I'd heard Simon & Garfunkel before, courtesy of my parents' oft-played 8-track tape of Bridge Over Troubled Water, but that album (recorded a year after this one), with its feel good themes of redemption, harmony-laden proto-yuppie folk-pop seemed a million miles away from Bookends. Eerily intimate and sombre, side one of Bookends ruminates on suicide ("Save the Life of My Child"), old age ("Old Friends") and disillusionment ("Over," "America"), all tied up with a black bow of funereal melancholy. It's as close to Goth as the duo ever got. Even the cover is creepy. Paul and Art staring blankly through your hollowing soul in their austere, black turtlenecks. Hell, slap a pair of shades on each of them, and they could be in the Velvet Underground (fellow New Yorkers who were busy wallowing in seedy depravity and drugs just a few neighborhoods away). But again, it's the tunes that are so haunting -- whether it's the ominous synths and bad trip psychedelia of "Save the Life of My Child" (why hasn't anyone ever covered this?), the lilting decay of "Old Friends" or the awkward, uncomfortable coldness of "Overs". The icing on the cake is "Voices of Old People," a two minute sound collage of just that -- interviews with patients from an old age home. It's as disquieting as one's first hearing of "Revolution #9" on the White album by the Beatles. After a few spins, I had new respect for the duo.

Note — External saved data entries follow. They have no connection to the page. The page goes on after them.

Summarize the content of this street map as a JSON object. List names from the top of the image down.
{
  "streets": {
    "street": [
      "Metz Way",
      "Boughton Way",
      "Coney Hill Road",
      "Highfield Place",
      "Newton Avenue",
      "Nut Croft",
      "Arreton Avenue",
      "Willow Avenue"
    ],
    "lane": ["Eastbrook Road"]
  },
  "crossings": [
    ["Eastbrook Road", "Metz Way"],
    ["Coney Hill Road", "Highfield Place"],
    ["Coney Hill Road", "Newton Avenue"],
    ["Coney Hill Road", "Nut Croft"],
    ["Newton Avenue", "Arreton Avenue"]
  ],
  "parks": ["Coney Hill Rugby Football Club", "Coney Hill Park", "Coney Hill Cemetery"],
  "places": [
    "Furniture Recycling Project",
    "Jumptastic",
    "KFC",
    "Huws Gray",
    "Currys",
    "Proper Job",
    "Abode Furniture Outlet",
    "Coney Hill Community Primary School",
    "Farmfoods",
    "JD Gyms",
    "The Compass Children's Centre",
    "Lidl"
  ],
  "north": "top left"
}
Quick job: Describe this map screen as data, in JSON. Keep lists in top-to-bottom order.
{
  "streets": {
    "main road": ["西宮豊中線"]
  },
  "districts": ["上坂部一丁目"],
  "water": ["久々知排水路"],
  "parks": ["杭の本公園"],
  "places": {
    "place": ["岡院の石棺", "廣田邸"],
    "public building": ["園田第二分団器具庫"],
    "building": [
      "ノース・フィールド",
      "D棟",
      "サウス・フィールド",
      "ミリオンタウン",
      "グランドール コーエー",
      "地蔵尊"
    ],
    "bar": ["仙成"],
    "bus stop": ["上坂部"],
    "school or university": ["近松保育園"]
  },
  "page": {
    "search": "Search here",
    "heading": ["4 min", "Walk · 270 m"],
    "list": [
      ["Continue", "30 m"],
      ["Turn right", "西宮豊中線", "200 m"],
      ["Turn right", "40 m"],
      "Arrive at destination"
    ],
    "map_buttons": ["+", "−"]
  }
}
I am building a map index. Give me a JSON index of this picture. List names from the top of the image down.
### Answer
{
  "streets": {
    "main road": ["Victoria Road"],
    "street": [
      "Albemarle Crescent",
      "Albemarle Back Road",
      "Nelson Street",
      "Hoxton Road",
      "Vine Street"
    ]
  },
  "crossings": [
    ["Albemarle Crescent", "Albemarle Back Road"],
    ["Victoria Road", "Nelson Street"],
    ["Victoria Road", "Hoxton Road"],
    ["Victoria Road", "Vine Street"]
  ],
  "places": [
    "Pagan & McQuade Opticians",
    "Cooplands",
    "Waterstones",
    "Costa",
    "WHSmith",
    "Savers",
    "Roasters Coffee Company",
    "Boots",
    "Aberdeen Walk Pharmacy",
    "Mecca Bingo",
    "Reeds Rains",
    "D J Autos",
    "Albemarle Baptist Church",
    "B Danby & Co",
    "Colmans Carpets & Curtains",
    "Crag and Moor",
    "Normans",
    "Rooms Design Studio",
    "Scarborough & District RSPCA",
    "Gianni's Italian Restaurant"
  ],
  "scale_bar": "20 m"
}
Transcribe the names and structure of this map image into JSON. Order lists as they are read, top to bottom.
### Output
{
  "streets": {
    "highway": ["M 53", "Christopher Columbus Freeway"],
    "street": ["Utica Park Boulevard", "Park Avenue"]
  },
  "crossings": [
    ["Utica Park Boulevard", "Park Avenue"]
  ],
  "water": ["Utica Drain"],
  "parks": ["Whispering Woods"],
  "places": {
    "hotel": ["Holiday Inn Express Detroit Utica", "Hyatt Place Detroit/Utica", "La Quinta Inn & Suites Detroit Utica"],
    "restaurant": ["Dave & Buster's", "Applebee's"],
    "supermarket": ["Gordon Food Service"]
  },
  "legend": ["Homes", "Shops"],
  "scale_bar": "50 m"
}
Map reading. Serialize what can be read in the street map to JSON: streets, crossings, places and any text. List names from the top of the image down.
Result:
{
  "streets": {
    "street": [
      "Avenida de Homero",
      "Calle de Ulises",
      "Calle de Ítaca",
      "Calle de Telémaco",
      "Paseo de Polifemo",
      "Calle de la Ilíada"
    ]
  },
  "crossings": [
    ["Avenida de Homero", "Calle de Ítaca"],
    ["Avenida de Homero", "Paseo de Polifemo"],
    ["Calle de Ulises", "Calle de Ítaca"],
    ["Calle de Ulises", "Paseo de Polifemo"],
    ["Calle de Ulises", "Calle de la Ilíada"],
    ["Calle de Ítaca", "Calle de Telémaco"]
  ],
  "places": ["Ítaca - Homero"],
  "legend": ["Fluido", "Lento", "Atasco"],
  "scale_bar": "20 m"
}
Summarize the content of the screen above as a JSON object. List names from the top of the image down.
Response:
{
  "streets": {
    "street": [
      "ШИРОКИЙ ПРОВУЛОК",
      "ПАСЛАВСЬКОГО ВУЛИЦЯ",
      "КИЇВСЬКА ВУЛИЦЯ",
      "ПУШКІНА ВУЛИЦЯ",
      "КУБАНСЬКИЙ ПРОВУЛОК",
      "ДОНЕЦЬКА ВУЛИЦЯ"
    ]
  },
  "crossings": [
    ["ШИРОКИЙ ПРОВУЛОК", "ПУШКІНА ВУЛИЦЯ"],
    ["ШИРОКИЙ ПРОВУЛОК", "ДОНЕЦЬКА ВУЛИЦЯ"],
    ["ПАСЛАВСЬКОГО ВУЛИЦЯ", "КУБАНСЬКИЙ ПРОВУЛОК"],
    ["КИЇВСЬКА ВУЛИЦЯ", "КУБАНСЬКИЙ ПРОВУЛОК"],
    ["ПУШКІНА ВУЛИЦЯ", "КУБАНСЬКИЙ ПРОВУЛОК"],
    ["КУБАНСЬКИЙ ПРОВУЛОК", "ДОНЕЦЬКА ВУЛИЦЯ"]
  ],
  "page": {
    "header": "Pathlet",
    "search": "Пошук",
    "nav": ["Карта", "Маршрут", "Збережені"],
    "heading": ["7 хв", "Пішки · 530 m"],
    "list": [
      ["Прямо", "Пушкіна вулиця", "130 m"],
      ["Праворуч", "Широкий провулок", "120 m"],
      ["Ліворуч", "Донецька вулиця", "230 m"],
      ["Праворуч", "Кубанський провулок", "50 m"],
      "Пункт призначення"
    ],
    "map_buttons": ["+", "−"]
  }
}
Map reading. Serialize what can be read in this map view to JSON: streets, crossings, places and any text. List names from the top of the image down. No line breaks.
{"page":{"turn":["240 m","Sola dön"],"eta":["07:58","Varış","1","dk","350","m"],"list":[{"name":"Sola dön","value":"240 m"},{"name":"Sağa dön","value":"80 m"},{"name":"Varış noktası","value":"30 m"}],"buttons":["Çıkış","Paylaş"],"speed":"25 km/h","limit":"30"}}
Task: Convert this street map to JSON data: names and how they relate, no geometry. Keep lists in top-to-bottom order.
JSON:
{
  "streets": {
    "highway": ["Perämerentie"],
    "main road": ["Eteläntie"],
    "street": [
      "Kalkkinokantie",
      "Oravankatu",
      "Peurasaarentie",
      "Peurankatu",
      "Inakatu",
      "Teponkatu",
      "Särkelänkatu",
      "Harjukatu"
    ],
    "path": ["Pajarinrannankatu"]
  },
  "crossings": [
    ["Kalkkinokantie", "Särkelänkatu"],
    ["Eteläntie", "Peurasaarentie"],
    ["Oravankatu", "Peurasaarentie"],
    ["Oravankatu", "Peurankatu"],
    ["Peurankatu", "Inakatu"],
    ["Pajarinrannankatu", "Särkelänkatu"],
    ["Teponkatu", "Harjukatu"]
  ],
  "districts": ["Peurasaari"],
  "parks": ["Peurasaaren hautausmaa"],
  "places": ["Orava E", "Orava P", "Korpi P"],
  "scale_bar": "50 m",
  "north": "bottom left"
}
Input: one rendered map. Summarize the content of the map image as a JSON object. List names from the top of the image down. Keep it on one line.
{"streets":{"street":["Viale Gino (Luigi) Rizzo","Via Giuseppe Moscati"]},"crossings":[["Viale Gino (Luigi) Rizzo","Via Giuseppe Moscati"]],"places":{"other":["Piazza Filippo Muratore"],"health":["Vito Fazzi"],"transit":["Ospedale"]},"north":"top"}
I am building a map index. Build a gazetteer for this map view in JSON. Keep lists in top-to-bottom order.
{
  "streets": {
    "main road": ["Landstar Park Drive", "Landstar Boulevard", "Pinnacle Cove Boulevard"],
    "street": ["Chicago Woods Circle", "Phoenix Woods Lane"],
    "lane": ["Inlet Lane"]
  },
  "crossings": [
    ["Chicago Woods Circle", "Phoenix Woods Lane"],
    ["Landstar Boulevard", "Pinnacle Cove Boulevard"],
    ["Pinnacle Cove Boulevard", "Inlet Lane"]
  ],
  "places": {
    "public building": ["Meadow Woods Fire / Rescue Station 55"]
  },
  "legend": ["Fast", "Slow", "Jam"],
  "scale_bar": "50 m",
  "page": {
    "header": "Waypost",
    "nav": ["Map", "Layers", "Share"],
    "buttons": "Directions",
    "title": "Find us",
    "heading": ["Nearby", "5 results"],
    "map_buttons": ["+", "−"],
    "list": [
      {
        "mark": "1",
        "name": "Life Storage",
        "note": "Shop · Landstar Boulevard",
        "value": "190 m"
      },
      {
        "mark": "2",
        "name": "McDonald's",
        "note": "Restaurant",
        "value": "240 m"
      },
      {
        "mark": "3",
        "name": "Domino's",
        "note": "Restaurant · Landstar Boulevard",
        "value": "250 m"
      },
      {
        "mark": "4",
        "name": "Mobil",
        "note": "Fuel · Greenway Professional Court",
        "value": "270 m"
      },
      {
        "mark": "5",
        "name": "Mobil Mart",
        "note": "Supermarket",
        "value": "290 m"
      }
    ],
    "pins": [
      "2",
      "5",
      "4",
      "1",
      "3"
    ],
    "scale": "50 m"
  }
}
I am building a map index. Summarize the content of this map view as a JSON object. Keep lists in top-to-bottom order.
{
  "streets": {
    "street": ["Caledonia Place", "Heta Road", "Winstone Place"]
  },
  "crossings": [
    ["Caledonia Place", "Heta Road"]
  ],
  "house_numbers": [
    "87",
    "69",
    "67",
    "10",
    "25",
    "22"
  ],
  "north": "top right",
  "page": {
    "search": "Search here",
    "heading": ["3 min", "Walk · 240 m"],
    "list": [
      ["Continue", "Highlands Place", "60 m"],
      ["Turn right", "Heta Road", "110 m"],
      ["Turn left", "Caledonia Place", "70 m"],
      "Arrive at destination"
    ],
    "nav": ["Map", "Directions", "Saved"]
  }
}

Side two kinda ruins it, though. Perhaps worried that the despondency (more Nick Drake than Pete Seeger) would scare off the old school folksters, the second batch of songs (some culled from the soundtrack to "The Graduate") adds a bit more pep, whether in the playful "At the Zoo," the slightly cloying "Punky's Dilemma" or the urgency of "Hazy Shade of Winter" (their answer to the Mammas & the Pappas' "California Dreaming"?). It's still good stuff, but it's not as compellingly chilling as the first side.
I don't listen to it that often, but I do return to this album every now and again. Bookends isn't really right for every mood (much like, say, Pornography by the Cure), but its dour introspection and uber-New York City vibe (I always associate S&G with the pre-fabulous Manhattan depicted in films like "The French Connection" and "The Taking of Pelham One Two Three," when it was still sort've dully colored and old world) are perfect for when you have to turn your collar to the cold and damp.